_Work to complete_.
Scan each line of the records for the word "service" and extract the ones that have it.

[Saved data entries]

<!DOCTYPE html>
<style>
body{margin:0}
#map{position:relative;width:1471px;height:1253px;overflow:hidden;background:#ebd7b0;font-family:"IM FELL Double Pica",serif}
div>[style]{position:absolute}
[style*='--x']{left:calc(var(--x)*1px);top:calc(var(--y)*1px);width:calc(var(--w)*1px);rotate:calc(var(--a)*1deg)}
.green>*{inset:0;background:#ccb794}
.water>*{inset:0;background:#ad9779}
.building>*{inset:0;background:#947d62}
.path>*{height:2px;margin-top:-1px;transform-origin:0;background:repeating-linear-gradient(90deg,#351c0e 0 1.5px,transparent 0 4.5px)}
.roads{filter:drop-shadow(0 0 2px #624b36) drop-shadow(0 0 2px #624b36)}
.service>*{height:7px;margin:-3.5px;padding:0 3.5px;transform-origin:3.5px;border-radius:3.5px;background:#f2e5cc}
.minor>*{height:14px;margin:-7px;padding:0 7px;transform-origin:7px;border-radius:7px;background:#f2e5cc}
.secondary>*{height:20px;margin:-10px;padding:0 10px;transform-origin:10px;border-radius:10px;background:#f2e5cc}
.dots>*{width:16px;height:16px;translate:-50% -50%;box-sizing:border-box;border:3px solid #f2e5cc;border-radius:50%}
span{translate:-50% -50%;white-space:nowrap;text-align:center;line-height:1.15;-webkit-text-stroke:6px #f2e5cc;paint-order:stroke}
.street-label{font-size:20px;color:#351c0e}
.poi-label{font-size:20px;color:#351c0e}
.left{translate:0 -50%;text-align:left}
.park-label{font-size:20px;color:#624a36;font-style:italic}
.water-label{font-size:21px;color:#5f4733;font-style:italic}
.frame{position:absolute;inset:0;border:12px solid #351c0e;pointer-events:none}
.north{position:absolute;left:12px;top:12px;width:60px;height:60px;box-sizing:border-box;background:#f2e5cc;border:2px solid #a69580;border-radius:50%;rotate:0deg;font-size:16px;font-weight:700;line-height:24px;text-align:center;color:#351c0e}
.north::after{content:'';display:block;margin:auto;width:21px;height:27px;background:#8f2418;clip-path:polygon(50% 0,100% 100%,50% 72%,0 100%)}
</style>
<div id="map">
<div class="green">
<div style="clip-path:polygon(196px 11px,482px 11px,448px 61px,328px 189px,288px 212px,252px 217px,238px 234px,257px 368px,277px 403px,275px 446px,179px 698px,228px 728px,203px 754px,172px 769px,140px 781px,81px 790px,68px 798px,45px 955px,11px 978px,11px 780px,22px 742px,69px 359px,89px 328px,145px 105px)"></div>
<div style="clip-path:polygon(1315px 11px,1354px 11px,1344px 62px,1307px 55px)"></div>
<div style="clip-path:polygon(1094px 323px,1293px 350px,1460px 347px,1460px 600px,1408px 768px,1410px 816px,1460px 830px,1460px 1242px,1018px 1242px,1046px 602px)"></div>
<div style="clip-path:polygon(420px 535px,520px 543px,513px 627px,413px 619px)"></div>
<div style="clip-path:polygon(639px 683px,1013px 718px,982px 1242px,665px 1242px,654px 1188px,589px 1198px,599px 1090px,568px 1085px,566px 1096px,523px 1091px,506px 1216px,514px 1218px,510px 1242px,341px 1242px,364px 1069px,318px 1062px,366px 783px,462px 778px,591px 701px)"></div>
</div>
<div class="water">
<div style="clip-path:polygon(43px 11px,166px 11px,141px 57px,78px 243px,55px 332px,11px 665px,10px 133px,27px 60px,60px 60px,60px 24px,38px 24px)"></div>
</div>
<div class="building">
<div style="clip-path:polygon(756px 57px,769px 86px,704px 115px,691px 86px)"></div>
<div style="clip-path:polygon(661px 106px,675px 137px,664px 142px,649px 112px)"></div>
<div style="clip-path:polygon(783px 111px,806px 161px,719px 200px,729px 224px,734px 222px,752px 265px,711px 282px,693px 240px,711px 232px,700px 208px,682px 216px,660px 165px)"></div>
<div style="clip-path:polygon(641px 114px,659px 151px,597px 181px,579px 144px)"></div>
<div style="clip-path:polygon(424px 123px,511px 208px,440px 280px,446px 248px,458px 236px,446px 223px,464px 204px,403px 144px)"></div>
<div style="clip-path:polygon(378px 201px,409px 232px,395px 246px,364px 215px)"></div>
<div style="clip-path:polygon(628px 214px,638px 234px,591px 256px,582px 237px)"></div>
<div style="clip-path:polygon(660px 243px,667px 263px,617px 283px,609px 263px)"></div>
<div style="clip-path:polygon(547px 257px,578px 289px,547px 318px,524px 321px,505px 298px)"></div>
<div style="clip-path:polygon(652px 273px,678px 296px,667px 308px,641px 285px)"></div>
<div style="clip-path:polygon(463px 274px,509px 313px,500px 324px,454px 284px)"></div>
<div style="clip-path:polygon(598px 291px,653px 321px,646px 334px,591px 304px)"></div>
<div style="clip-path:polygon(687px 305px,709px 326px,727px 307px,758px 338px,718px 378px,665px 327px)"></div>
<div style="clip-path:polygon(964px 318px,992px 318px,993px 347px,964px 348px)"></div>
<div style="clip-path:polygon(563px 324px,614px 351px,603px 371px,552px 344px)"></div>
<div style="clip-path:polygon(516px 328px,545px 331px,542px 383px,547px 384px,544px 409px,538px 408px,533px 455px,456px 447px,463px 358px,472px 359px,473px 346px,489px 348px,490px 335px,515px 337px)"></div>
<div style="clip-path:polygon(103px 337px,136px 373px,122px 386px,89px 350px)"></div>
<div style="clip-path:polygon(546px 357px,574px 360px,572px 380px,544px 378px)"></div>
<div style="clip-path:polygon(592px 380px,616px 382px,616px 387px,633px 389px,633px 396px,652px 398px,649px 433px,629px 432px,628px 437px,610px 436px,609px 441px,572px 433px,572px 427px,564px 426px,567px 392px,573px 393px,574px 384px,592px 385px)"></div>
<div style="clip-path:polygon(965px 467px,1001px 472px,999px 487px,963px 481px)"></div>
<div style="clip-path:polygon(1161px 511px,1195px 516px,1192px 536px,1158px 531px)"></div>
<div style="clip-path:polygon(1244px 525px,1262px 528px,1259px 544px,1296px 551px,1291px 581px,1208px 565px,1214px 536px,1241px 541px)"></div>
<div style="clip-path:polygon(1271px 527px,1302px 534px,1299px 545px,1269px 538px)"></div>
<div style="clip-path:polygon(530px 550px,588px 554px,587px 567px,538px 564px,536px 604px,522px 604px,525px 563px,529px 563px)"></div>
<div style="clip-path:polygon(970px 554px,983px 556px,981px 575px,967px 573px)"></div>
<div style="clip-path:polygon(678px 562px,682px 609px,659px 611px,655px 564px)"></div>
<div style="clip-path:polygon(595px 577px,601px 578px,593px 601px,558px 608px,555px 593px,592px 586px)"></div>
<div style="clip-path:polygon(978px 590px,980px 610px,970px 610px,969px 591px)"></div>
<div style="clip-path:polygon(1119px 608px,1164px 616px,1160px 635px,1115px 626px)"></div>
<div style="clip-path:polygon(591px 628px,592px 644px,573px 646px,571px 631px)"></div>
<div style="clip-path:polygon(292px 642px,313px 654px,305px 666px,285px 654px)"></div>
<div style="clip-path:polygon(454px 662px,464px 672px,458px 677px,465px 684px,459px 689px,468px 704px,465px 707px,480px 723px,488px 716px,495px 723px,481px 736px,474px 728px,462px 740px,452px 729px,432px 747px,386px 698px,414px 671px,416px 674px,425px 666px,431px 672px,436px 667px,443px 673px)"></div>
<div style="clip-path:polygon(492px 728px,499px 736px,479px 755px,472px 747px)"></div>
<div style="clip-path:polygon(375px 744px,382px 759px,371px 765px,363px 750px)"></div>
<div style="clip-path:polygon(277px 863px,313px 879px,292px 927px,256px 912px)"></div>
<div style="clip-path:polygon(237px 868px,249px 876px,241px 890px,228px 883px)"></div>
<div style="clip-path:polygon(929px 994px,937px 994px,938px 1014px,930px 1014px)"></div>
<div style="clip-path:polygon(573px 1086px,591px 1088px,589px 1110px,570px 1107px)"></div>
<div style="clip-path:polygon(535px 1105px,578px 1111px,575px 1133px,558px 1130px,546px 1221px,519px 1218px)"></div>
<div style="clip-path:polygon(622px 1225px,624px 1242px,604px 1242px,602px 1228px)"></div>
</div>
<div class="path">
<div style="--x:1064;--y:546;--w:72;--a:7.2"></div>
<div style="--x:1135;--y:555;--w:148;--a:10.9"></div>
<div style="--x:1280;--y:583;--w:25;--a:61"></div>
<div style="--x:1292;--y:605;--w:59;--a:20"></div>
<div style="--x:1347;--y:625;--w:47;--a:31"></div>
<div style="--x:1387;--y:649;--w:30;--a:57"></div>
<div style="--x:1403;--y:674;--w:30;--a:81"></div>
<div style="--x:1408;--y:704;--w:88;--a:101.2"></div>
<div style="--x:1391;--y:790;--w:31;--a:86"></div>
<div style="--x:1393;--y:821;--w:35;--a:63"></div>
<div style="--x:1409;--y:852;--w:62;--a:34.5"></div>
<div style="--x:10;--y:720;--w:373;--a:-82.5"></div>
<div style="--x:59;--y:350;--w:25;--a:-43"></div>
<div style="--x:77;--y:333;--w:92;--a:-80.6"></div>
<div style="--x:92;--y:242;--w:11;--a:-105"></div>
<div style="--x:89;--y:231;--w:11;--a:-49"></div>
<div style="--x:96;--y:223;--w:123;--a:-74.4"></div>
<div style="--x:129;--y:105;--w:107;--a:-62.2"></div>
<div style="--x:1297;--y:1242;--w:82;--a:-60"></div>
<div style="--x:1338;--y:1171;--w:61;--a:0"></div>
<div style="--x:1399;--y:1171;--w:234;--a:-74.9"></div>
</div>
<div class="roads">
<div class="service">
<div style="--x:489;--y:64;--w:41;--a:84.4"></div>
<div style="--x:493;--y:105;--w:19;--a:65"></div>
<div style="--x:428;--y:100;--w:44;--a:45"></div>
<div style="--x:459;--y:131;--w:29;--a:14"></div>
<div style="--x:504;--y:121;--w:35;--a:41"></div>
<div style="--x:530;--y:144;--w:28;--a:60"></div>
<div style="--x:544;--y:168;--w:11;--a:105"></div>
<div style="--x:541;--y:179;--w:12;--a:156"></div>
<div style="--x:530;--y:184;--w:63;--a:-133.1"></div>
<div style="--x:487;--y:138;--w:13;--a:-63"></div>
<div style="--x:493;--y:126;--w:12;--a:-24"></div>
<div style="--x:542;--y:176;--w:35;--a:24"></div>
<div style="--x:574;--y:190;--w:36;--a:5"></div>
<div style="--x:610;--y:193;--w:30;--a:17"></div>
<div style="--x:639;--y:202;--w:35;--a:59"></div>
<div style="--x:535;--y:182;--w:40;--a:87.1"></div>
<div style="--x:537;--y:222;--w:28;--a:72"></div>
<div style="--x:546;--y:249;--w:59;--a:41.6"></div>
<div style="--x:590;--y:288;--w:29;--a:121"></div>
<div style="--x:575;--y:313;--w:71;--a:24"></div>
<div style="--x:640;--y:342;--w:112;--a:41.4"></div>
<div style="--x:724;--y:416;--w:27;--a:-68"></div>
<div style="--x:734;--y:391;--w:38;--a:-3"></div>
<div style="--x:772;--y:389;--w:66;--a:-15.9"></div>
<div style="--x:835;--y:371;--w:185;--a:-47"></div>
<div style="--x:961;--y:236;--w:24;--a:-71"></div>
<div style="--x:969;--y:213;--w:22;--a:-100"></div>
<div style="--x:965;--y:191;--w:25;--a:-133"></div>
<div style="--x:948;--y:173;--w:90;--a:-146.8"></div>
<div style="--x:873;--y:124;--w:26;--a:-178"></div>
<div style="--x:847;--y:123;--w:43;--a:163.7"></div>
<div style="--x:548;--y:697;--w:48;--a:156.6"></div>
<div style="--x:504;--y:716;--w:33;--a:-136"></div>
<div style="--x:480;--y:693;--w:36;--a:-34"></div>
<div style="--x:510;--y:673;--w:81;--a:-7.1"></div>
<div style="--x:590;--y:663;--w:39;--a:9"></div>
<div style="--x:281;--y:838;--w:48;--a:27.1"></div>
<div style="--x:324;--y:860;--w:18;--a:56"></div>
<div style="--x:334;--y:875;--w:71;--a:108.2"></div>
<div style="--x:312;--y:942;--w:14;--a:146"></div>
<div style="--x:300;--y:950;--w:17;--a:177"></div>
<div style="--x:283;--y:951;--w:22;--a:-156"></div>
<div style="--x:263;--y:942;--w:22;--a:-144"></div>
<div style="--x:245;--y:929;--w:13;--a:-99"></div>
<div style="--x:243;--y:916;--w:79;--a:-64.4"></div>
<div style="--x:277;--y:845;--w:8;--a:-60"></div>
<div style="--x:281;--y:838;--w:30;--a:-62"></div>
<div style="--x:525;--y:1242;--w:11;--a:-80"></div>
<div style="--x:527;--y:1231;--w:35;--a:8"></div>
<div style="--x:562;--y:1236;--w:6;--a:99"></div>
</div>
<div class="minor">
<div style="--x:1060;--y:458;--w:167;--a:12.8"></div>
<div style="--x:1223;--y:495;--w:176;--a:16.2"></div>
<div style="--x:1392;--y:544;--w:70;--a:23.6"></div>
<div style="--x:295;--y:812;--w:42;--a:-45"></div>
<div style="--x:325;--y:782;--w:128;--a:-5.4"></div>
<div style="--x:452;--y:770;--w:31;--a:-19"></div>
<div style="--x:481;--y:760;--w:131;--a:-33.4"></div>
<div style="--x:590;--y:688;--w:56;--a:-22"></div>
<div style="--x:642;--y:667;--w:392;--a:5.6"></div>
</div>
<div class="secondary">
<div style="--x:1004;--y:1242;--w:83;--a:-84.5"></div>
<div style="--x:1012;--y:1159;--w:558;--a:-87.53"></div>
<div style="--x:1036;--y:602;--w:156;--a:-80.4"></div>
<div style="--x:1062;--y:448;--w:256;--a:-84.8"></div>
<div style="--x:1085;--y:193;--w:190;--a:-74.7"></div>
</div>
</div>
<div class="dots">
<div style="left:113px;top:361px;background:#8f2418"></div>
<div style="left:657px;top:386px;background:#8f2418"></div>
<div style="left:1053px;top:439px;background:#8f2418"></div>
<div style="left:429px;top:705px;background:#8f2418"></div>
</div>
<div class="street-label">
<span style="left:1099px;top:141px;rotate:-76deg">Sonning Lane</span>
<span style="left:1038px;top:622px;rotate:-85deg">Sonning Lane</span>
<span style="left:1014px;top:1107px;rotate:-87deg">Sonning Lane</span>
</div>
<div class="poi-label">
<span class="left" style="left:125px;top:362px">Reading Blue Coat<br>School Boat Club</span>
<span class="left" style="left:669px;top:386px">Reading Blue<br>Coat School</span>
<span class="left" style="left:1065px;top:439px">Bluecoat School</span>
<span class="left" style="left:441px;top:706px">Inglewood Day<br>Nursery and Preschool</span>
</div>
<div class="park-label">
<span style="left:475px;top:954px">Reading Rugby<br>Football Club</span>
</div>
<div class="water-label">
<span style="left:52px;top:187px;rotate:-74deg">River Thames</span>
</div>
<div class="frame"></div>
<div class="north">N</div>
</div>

_Written answer_.
.service>*{height:7px;margin:-3.5px;padding:0 3.5px;transform-origin:3.5px;border-radius:3.5px;background:#f2e5cc}
<div class="service">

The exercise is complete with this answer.